My First Baseball Model - Advice Appreciated

Collapse
X
 
  • Time
  • Show
Clear All
new posts
  • SparJMU
    SBR MVP
    • 02-18-10
    • 1648

    #1
    My First Baseball Model - Advice Appreciated
    Each time I hear advanced dicsussions of baseball handicapping it always leads to the fact that a statistical/mathematical model is the key to identifying value in lines. So this week I attempted to put together my first baseball model. I think you would call it a model, but its really just an excel file where I copy and paste a ton of data, and I have formulas set up to use basic stats like Runs Per Game and ERA to predict a final score. The only extra calculations I included involve weighting recent games more heavily, as well as teams' tendencies home/away and against RHP/LHP.

    I understand this is very basic, and either 1) Will take a ton of tweaking before it is of any value to me; or 2) May be too simple and will never really be of any value to me.

    First of all, any general advice as to whether I am heading in the right direction or wasting my time? And secondly, I have a few questions for the experts who might be willing to help me improve this "model".....

    1) Are there any advanced statistics that you believe hold more value and therefore should be included, and how might I implement them? For example I bring WHIP into my file, but I am not sure how to translate that into how many runs the pitcher is likely to allow?

    2) Let's say I eventually come up with something that proves to be fairly accurate. How do I compare my forecast with the Vegas line to determine if there is value there? The easy example: If I can accurately predict that two teams are evenly matched with a final projected score of 4-4, but one team if +180, obviously I have value in the underdog. But's let's say my projection tells me the home team will win 4-3, and Vegas line is -135. I have no idea if I have value?

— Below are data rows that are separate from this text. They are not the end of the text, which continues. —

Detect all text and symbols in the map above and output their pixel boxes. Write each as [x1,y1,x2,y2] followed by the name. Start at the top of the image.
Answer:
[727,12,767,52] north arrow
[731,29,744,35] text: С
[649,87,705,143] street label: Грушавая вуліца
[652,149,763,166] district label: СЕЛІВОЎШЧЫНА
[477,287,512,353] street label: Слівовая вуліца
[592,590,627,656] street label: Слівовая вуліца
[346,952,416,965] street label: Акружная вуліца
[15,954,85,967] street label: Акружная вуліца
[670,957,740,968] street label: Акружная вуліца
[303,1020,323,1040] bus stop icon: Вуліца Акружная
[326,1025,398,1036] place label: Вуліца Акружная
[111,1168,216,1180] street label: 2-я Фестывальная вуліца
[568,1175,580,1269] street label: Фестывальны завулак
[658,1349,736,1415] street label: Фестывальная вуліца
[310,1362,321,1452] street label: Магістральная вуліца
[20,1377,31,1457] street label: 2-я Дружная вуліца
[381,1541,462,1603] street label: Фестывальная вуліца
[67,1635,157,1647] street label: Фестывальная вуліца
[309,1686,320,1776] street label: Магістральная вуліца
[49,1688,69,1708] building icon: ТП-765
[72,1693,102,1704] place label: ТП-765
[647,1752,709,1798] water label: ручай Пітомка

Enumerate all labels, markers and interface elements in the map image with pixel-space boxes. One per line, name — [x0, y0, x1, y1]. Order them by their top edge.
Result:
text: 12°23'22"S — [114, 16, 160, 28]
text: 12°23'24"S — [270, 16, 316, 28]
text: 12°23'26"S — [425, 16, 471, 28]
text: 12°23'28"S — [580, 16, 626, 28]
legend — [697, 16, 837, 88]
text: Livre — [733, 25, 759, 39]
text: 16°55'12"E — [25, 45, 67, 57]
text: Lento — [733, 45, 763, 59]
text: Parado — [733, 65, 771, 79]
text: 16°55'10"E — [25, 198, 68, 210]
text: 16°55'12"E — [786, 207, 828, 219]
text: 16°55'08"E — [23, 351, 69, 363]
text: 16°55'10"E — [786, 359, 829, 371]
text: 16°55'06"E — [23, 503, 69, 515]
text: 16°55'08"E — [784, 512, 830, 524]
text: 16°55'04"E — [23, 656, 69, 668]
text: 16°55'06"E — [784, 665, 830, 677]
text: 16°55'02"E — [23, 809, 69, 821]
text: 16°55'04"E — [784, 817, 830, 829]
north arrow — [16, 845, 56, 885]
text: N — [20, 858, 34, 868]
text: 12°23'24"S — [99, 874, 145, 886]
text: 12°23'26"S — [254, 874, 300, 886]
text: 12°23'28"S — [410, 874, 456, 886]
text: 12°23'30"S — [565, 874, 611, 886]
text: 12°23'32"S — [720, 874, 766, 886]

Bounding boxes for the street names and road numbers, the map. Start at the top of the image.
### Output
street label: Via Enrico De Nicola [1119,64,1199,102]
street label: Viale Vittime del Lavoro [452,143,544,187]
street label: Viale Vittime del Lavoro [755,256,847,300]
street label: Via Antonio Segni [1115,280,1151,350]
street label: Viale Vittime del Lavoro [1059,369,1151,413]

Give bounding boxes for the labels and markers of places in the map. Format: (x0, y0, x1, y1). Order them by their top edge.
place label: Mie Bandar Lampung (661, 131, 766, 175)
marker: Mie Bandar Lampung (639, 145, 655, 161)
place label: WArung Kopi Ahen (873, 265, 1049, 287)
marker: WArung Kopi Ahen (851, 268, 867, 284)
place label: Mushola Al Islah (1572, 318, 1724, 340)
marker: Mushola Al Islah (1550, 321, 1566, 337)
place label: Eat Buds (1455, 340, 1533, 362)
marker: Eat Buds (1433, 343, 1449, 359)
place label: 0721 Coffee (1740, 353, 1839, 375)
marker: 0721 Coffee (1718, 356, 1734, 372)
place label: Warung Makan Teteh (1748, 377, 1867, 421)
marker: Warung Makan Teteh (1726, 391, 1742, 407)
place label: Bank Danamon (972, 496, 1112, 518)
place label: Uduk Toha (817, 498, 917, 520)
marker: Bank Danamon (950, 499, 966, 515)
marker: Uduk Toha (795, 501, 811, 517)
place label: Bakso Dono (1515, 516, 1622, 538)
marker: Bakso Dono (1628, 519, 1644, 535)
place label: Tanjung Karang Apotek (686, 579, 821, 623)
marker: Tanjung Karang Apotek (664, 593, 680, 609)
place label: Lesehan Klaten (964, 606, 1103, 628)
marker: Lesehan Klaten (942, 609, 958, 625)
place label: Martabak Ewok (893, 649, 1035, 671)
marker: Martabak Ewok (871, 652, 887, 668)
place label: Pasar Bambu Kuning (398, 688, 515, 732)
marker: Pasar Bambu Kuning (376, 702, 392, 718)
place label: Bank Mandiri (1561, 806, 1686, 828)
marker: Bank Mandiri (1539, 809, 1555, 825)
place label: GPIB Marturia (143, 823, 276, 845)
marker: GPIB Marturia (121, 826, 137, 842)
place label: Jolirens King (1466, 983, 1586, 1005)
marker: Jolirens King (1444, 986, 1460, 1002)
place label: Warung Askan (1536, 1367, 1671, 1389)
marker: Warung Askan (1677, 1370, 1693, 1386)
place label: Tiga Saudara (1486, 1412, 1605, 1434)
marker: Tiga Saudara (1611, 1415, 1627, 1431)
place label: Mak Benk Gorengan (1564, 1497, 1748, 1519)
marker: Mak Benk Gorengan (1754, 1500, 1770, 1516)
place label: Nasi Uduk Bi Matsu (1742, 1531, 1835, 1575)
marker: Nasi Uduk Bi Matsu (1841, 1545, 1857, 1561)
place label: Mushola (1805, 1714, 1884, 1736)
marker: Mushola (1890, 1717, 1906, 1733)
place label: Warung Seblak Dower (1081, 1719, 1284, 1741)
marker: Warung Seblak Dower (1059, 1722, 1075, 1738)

    Thank you very much in advance to anyone who has experience with this and may help me turn this project into something of value.
  • jgilmartin
    SBR MVP
    • 03-31-09
    • 1119

    #2
    http://video.sbrforum.com/video-1268...oneylines.html - You will probably find this video useful
    Comment
    • roasthawg
      SBR MVP
      • 11-09-07
      • 2990

      #3
      Instead of attempting to predict the final score (4-3 in your example) you can instead try to predict the percentage of the time that the home/away team will win the game. If your calculations tell you that the home team will win the game 57% of the time you can then use kelly to determine how much you should bet on the game.
      Comment
      • IrishTim
        SBR Wise Guy
        • 07-23-09
        • 983

        #4
        Well you can put that final score through a modified pythagorean theorem to generate your win percentages.
        Comment
        • jgilmartin
          SBR MVP
          • 03-31-09
          • 1119

          #5
          Yes. And you can use http://www.sbrforum.com/Betting+Tool...Converter.aspx to go between win percentage and moneyline odds and vice versa. If you enter the oddsmaker's moneyline odds into the converter, you can get the implied probability, and then compare that to your expected winning percentage.
          Comment
          • TomG
            SBR Wise Guy
            • 10-29-07
            • 500

            #6
            Read Michael Murray's book on baseball.
            Comment
            • suicidekings
              SBR Hall of Famer
              • 03-23-09
              • 9962

              #7
              Originally posted by SparJMU
              Each time I hear advanced dicsussions of baseball handicapping it always leads to the fact that a statistical/mathematical model is the key to identifying value in lines. So this week I attempted to put together my first baseball model. I think you would call it a model, but its really just an excel file where I copy and paste a ton of data, and I have formulas set up to use basic stats like Runs Per Game and ERA to predict a final score. The only extra calculations I included involve weighting recent games more heavily, as well as teams' tendencies home/away and against RHP/LHP.
              I used to maintain a similar model for evaluating MLB games. Because baseball is so stat intensive with so many variables (SP, RP, team batting vs LHP/RHP, home/away, day/night, strength of recent opponents, etc), I found that the output could be very misleading if you're not very meticulous about describing each matchup accurately. If you have the database to support such a detailed approach, then great, however I feel like my MLB capping improved when I simplified my approach to working on a game by game basis.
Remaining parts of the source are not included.